# YOUR TASK:
Search the records for "stream". Report every line where it occurs.

# DATA FOR REVIEW:
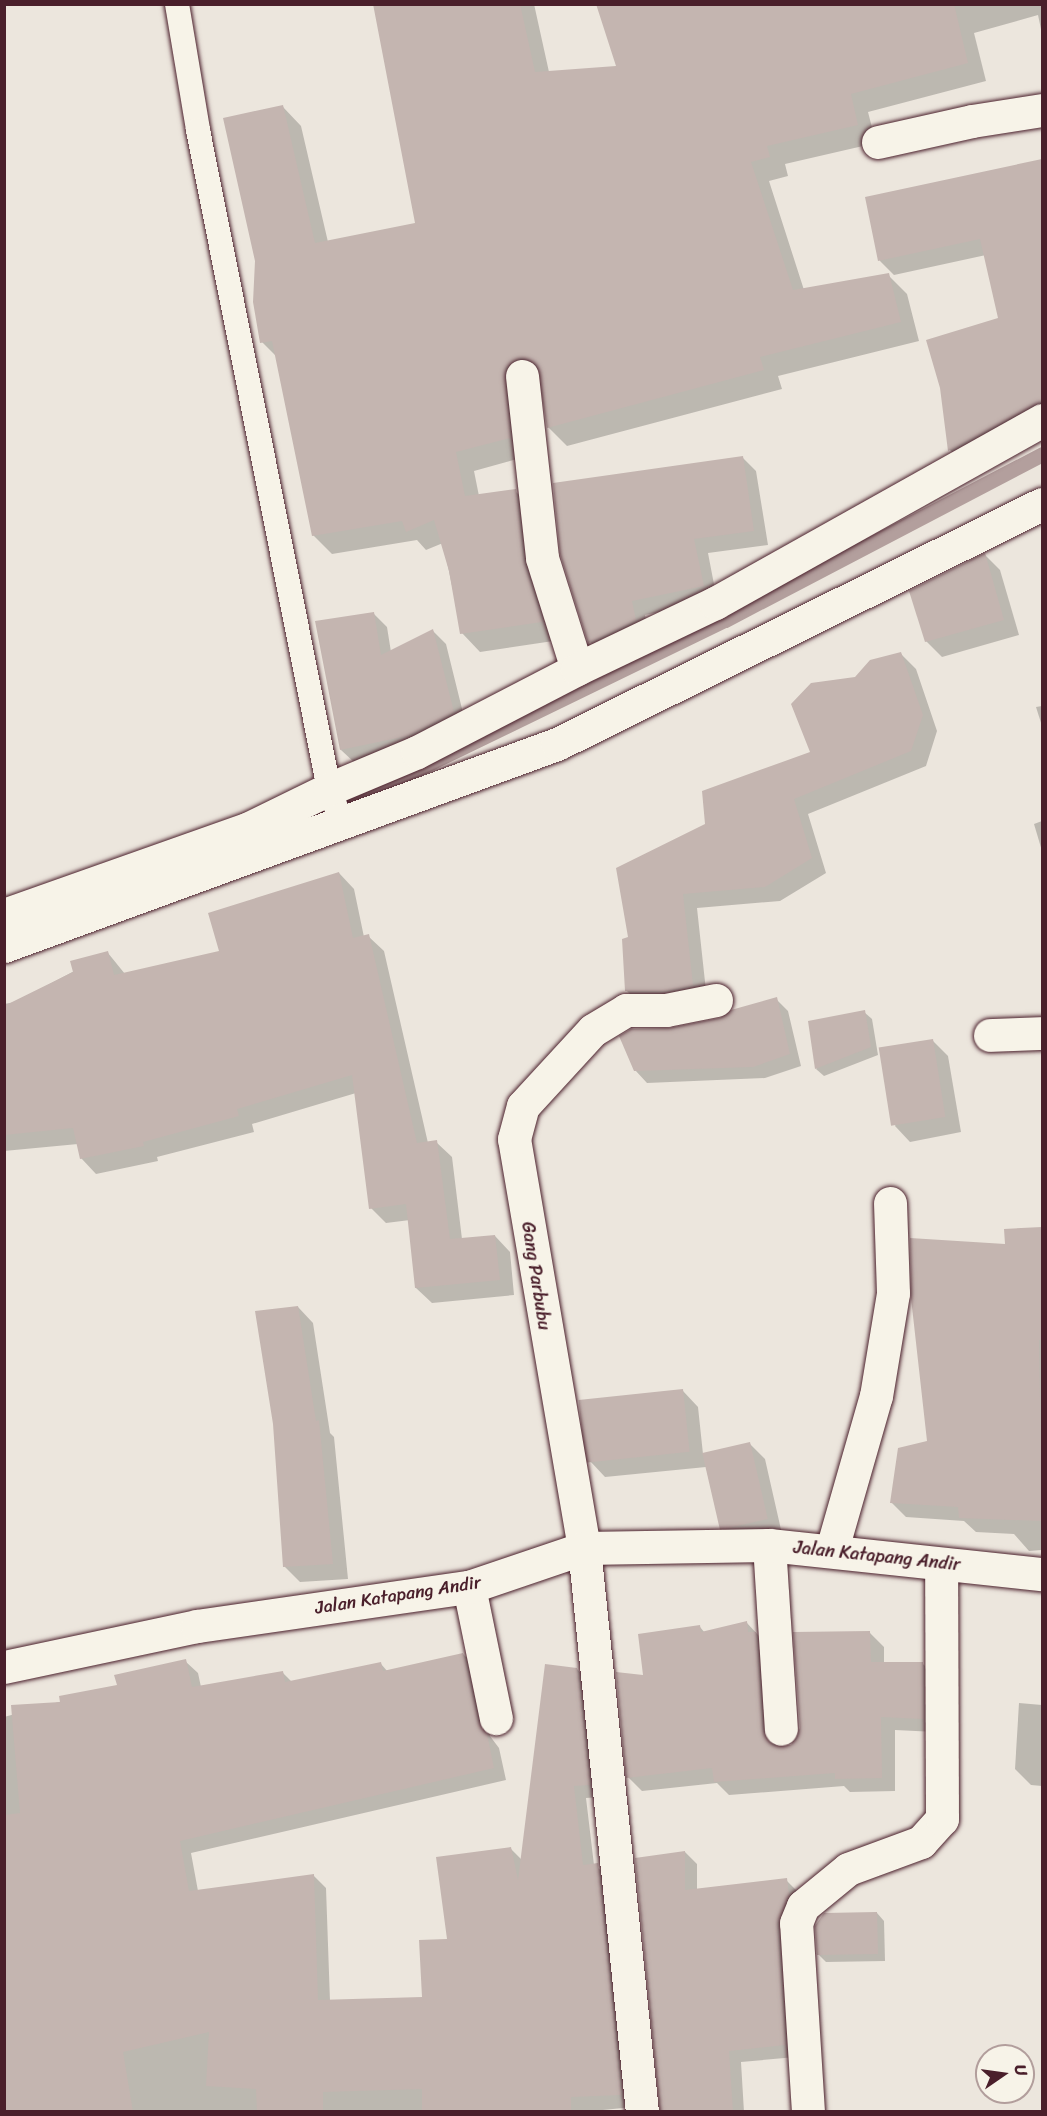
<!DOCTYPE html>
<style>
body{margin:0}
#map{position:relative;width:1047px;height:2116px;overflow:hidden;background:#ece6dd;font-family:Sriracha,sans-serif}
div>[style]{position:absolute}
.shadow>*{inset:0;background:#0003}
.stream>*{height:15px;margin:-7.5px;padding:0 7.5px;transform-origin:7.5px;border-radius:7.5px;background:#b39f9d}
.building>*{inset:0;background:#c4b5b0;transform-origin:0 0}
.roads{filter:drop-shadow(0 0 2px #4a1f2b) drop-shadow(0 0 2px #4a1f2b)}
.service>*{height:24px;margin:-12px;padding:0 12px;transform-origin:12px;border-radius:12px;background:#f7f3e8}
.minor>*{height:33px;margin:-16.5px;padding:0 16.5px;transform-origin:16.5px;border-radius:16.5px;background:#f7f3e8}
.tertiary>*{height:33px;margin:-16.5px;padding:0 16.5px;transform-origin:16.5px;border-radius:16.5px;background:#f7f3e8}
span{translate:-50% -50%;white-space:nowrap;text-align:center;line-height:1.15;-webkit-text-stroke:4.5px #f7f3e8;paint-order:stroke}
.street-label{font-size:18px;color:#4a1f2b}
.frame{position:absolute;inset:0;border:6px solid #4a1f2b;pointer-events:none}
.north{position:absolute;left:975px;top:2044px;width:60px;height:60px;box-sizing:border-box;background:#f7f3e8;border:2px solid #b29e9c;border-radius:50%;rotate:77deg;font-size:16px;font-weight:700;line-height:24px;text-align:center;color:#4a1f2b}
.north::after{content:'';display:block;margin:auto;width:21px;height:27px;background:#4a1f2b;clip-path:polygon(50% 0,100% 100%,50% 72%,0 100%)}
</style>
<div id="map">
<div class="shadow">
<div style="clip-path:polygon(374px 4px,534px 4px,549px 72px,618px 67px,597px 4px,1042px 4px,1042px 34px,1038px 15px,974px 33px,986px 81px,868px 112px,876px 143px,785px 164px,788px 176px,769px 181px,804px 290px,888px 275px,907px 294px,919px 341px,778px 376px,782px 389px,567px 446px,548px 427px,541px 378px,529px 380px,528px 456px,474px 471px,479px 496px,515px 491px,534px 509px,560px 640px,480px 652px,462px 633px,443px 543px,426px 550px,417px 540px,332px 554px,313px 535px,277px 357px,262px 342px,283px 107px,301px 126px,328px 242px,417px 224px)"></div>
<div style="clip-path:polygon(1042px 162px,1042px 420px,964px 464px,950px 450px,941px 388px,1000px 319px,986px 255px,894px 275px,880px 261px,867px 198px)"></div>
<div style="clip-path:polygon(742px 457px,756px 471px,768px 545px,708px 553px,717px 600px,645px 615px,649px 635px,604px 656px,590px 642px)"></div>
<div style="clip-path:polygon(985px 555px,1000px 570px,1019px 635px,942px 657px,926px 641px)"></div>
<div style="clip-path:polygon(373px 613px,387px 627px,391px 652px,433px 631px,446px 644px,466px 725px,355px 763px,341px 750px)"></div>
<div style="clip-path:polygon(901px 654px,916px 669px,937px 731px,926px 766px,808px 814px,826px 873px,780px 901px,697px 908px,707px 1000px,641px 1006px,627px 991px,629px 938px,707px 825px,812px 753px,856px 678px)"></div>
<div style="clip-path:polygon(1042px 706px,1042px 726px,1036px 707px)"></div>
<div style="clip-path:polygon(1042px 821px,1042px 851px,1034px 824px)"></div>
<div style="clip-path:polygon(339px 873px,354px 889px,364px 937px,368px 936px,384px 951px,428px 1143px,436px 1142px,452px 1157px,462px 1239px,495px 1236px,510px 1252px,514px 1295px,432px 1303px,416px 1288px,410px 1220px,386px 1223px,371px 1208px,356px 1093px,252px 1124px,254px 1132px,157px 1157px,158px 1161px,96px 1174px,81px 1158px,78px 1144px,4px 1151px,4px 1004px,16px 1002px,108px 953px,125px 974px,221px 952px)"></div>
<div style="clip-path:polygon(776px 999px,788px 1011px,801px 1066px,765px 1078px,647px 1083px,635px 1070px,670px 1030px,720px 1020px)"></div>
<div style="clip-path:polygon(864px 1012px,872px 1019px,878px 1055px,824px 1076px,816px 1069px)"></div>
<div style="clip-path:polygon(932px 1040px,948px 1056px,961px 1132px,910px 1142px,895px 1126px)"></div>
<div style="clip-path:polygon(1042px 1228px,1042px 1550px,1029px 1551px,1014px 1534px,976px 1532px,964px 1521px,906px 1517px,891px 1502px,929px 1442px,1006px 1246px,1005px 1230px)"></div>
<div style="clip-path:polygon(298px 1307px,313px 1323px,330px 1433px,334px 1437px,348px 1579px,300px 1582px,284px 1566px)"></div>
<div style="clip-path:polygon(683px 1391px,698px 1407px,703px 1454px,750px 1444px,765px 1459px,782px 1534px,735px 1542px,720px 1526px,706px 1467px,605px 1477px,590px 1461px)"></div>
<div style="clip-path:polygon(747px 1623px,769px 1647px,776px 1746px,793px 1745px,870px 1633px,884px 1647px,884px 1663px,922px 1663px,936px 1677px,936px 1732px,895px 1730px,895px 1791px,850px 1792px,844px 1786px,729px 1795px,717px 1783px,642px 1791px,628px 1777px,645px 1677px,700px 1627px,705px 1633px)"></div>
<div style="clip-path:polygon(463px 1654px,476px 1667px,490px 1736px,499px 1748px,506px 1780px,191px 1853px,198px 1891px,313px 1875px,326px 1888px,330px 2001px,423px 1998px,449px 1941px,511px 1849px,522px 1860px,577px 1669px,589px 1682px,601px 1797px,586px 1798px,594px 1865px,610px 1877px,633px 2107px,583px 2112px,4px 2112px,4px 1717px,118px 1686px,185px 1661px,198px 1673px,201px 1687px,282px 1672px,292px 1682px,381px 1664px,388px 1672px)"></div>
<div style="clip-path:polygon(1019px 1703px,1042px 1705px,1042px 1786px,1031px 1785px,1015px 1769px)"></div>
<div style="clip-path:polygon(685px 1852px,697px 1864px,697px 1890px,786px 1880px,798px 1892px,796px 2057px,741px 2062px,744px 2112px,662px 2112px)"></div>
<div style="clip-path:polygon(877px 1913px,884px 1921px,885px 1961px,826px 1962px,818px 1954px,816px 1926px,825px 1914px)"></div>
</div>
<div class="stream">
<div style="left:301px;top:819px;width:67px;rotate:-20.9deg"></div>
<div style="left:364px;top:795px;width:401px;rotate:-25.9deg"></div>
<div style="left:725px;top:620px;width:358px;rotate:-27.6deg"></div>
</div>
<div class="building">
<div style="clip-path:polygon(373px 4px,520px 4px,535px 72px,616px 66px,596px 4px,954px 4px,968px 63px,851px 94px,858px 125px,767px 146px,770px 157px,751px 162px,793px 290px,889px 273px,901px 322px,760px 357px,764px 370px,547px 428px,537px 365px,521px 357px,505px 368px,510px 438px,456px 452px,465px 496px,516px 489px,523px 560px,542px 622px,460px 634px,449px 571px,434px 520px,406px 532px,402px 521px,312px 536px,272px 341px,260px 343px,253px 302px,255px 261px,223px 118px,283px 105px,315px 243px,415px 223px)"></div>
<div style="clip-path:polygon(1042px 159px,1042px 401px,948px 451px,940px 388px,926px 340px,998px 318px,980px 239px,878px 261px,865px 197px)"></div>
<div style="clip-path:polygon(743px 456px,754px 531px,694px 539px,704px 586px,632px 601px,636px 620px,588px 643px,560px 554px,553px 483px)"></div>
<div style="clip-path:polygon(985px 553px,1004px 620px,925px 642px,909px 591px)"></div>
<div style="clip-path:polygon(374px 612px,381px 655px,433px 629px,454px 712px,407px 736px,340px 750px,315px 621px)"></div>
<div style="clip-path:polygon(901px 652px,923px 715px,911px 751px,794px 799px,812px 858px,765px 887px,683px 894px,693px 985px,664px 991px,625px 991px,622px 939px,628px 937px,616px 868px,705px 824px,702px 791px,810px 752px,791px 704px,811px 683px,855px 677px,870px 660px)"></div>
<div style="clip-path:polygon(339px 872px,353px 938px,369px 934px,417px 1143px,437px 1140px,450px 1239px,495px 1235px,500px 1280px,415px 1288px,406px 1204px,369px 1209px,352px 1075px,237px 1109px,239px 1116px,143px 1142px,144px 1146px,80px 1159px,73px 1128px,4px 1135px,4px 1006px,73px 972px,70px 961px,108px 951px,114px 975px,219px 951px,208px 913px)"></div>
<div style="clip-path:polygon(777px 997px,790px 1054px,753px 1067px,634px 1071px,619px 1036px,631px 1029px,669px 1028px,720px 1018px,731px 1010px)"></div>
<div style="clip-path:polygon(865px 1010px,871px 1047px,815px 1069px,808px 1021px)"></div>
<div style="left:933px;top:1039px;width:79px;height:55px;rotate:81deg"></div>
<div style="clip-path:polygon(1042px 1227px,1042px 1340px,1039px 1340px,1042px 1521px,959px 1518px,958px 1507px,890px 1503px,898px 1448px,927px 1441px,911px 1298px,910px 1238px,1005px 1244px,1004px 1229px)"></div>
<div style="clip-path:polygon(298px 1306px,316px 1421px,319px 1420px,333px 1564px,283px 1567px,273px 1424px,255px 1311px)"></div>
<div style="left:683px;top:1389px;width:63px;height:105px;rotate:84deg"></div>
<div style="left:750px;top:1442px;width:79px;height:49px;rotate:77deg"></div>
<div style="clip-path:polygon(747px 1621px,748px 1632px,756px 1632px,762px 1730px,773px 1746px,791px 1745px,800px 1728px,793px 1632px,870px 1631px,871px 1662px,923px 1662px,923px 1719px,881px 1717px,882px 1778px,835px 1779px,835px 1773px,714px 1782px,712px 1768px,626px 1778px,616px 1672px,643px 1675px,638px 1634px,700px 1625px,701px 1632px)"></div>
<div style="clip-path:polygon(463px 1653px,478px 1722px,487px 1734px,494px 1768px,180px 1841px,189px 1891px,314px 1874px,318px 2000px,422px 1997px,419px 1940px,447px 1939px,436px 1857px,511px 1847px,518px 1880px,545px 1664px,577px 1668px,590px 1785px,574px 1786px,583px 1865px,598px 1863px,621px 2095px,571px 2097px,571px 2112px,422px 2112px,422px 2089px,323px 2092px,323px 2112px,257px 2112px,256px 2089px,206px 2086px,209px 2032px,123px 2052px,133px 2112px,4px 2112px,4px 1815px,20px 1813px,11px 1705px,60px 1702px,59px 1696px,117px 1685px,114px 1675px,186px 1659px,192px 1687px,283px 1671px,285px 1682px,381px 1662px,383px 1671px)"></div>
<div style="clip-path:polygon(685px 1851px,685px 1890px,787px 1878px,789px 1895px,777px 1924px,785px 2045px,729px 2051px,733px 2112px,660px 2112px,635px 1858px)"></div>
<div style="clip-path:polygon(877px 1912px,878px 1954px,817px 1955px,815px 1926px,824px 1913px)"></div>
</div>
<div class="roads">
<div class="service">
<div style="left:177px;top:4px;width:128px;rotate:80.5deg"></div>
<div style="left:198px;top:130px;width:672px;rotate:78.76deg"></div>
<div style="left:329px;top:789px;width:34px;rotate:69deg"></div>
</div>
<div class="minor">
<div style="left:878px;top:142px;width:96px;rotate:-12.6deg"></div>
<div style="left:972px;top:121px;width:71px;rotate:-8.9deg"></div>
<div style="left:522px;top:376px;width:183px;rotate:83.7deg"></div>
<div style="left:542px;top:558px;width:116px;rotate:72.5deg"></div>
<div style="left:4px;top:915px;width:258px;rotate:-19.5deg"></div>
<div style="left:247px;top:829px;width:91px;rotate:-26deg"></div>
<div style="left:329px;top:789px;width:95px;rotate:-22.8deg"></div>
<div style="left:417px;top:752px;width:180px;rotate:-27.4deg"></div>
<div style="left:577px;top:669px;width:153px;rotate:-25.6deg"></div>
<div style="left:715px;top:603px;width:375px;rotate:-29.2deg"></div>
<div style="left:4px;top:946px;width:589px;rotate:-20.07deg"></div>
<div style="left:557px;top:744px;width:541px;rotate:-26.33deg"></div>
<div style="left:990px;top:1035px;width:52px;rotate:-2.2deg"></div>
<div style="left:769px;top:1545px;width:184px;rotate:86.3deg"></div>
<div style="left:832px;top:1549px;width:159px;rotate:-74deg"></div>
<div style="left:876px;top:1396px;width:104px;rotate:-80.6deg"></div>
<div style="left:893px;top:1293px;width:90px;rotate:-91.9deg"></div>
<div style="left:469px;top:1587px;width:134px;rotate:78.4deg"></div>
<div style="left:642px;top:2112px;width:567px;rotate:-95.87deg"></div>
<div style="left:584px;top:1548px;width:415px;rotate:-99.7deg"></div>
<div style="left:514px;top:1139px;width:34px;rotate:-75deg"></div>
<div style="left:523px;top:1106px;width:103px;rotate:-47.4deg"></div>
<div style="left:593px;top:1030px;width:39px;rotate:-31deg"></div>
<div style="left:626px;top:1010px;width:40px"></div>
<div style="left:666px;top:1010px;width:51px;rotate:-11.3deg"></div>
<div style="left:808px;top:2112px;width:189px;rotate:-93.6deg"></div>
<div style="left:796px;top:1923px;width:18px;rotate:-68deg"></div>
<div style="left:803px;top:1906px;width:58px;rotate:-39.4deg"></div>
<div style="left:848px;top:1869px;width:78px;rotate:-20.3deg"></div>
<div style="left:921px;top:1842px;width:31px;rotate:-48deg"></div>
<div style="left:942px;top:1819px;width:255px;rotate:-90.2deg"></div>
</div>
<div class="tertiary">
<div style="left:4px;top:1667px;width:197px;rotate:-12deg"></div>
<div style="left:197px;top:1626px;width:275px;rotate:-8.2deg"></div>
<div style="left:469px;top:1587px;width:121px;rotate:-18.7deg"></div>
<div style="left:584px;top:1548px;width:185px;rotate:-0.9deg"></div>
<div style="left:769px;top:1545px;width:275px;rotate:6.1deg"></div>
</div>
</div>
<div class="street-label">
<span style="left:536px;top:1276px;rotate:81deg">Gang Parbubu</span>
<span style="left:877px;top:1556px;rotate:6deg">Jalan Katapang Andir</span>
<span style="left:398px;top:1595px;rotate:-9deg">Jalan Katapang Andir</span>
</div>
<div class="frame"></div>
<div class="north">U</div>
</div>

# EXERCISE RESPONSE:
.stream>*{height:15px;margin:-7.5px;padding:0 7.5px;transform-origin:7.5px;border-radius:7.5px;background:#b39f9d}
<div class="stream">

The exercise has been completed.